Once you have all nine pieces dimensioned, the next job is the faces of the main V joint. These I marked off the template, cut on a bandsaw and planed up with a jackplane. For some reason, I decided to do all the jointing by hand. I could have easily cut all six mortises for the tongues with a router. Instead I drilled out the waste with a pillar drill and cleaned them up by hand. It just seemed a good thing to do and was very therapeutic. The angle bisecting the main V makes it very easy to set up; simply mount it face flush with a drill press vice.
Once all six mortises are ready, fit the ply loose tongues. These can be cut to near size on a bandsaw and then planed to a good fit on a shooting board.
DowelsUnlike a conventional table where you could glue up the ends prior to the rest of the piece, the nature of marking out the top through tenons means all the joints have to be cut before any kind of assembly.
The dowels that give mechanical strength to the middle struts of each are again drilled on a pillar drill. There are commercial jigs available but they are probably too big for these pieces. There are a couple of ways you can mark these out. In my old workshop we used cut off panel pins.

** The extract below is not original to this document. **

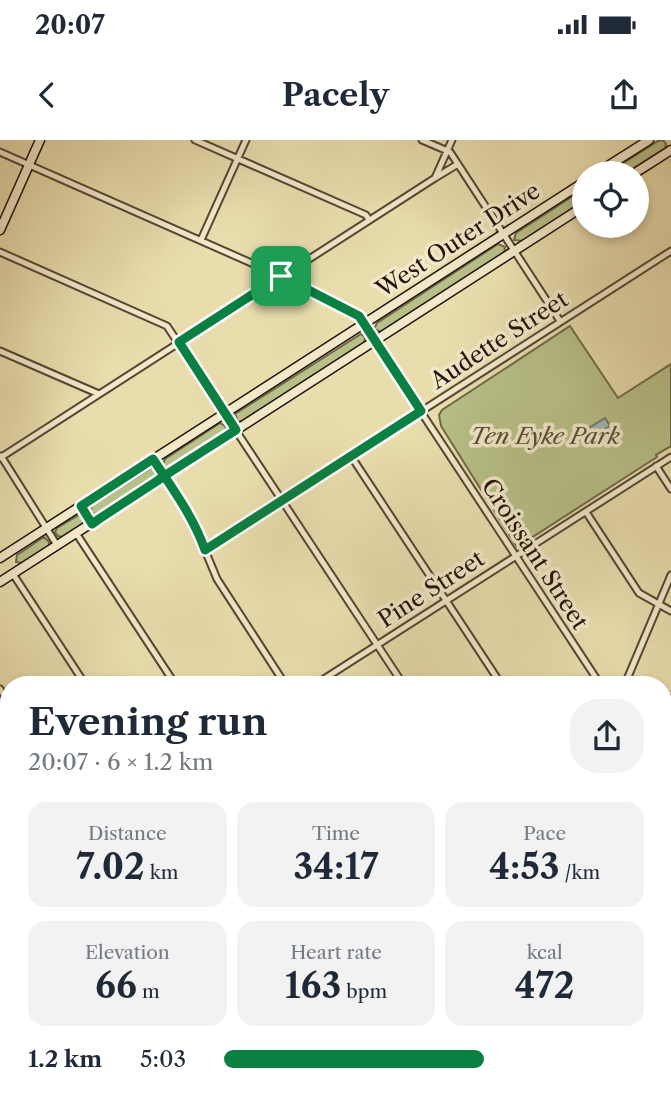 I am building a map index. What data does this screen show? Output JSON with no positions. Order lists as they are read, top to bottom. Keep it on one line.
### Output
{"streets":{"main road":["West Outer Drive"],"street":["Audette Street","Croissant Street","Pine Street"]},"crossings":[["West Outer Drive","Croissant Street"],["Audette Street","Croissant Street"],["Croissant Street","Pine Street"]],"parks":["Ten Eyke Park"],"page":{"status":"20:07","header":"Pacely","heading":["Evening run","20:07 · 6 × 1.2 km"],"stats":[["Distance","7.02 km"],["Time","34:17"],["Pace","4:53 /km"],["Elevation","66 m"],["Heart rate","163 bpm"],["kcal","472"]],"list":[{"name":"1.2 km","note":"5:03"}]}}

Mark out a centre line with a gauge, and then knife the position you want them in. Tap in a panel pin on the cross of each position. Use something like a blade or a square, or any material with a uniform thickness, about 3mm (1/8in) thick. Place alongside each pin, and using snips or pliers, trim off each pin using the blade as a height guide. Now carefully mate this to the other two pieces, holding them tightly together as you do it. You will now have two corresponding marks.

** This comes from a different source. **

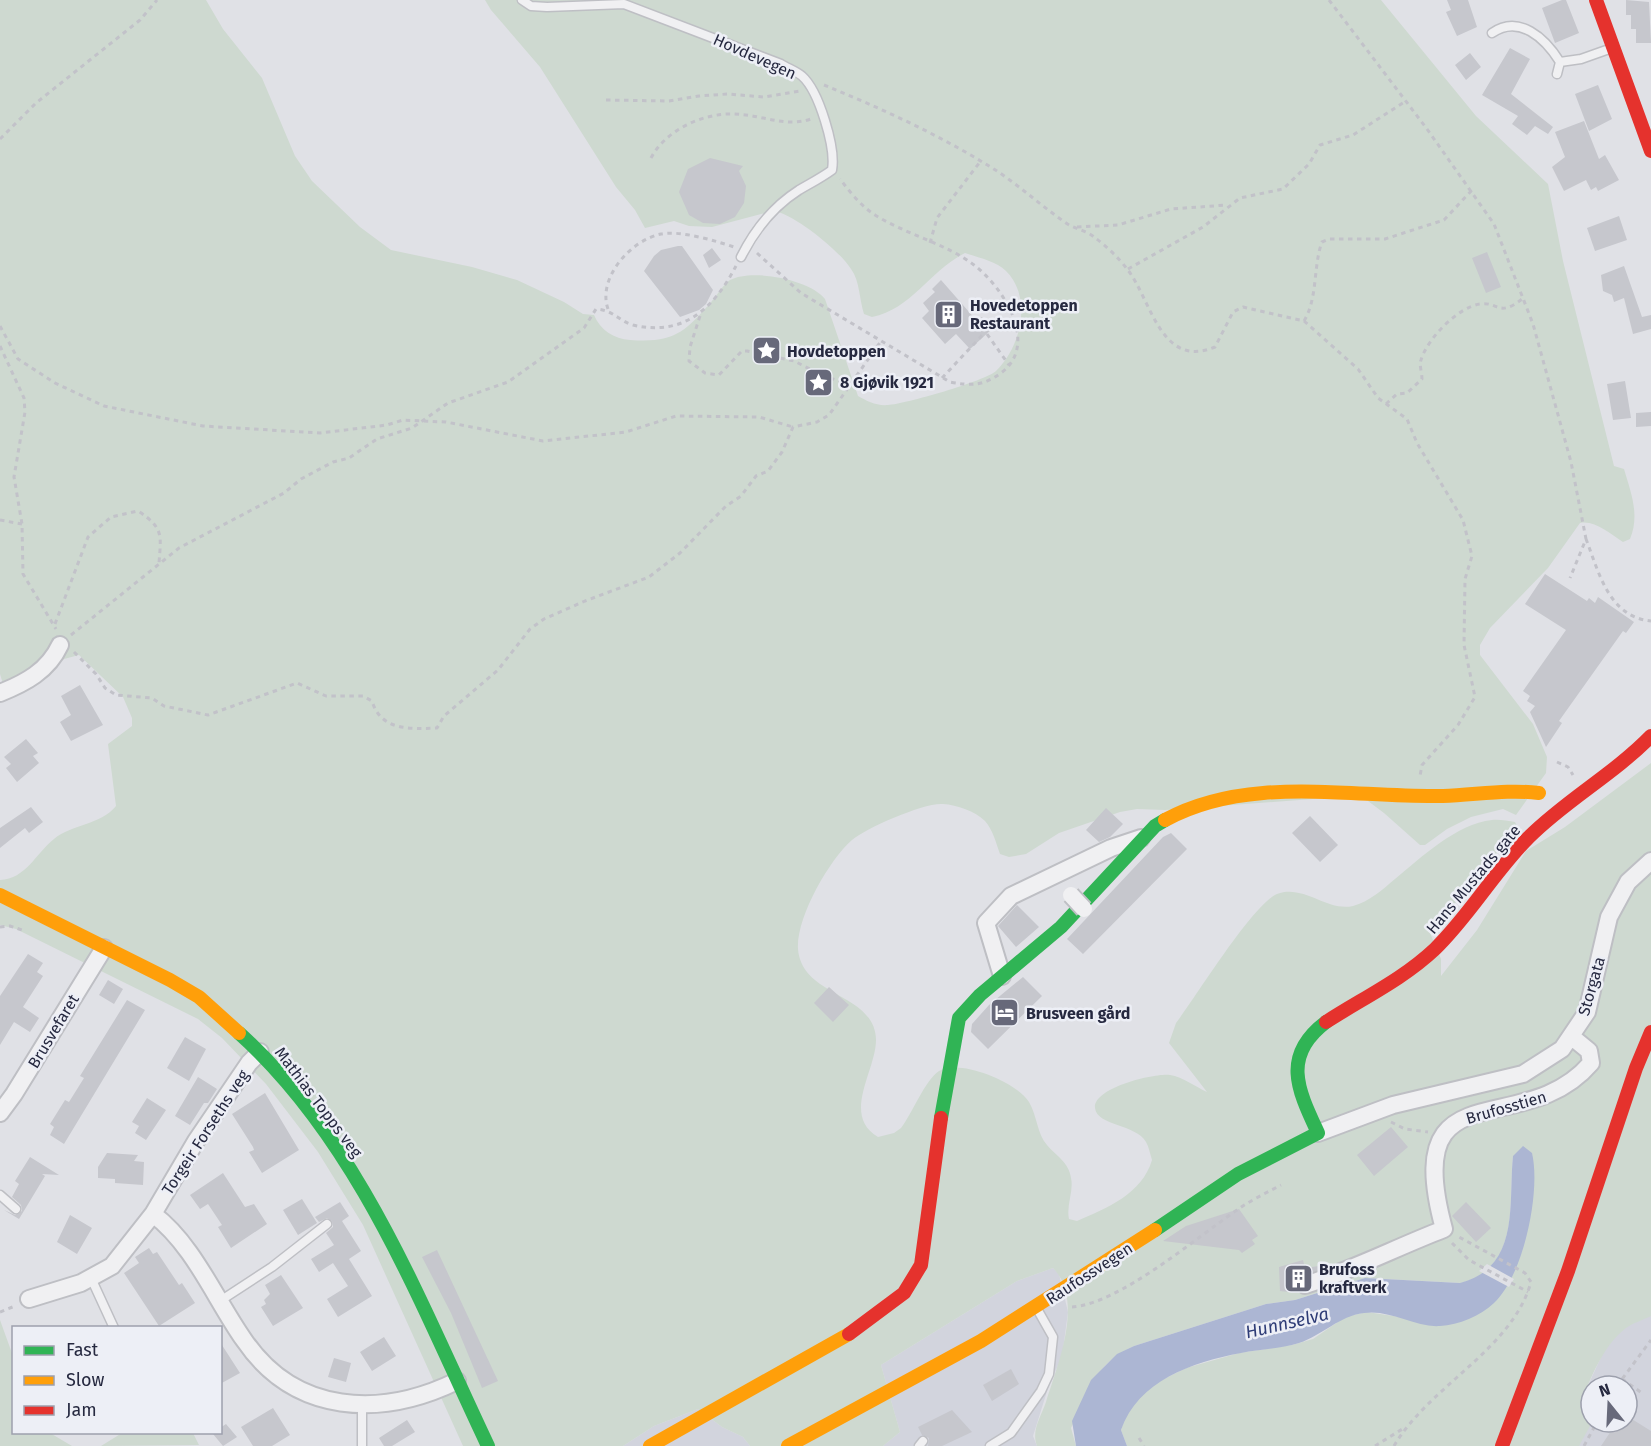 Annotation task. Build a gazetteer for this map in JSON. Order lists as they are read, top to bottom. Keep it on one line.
{"streets":{"main road":["Hans Mustads gate","Mathias Topps veg","Raufossvegen"],"street":["Storgata","Brusvefaret","Brufosstien","Torgeir Forseths veg"],"lane":["Hovdevegen"]},"crossings":[["Hans Mustads gate","Raufossvegen"],["Storgata","Brufosstien"],["Storgata","Raufossvegen"],["Brusvefaret","Mathias Topps veg"],["Mathias Topps veg","Torgeir Forseths veg"]],"water":["Hunnselva"],"places":{"building":["Hovedetoppen Restaurant","Brufoss kraftverk"],"place":["Hovdetoppen","8 Gjøvik 1921"],"hotel":["Brusveen gård"]},"legend":["Fast","Slow","Jam"],"north":"top"}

The other way would be to pre-drill a small block with a locating piece and use this. You couldn't drill too many like this as it would wear, but for this amount of holes, it would be fine. An alternative method would be to use dowel points, but I had great difficultly getting hold of any - it seems it is old technology these days.
Once drilled they do look a touch on the dangerous side of fragile, but do not worry; it will hold together! As I said before, once the joints are all glued up and the top tenons are tied in, triangulation will make it very strong. This is where mock-ups prove their mettle.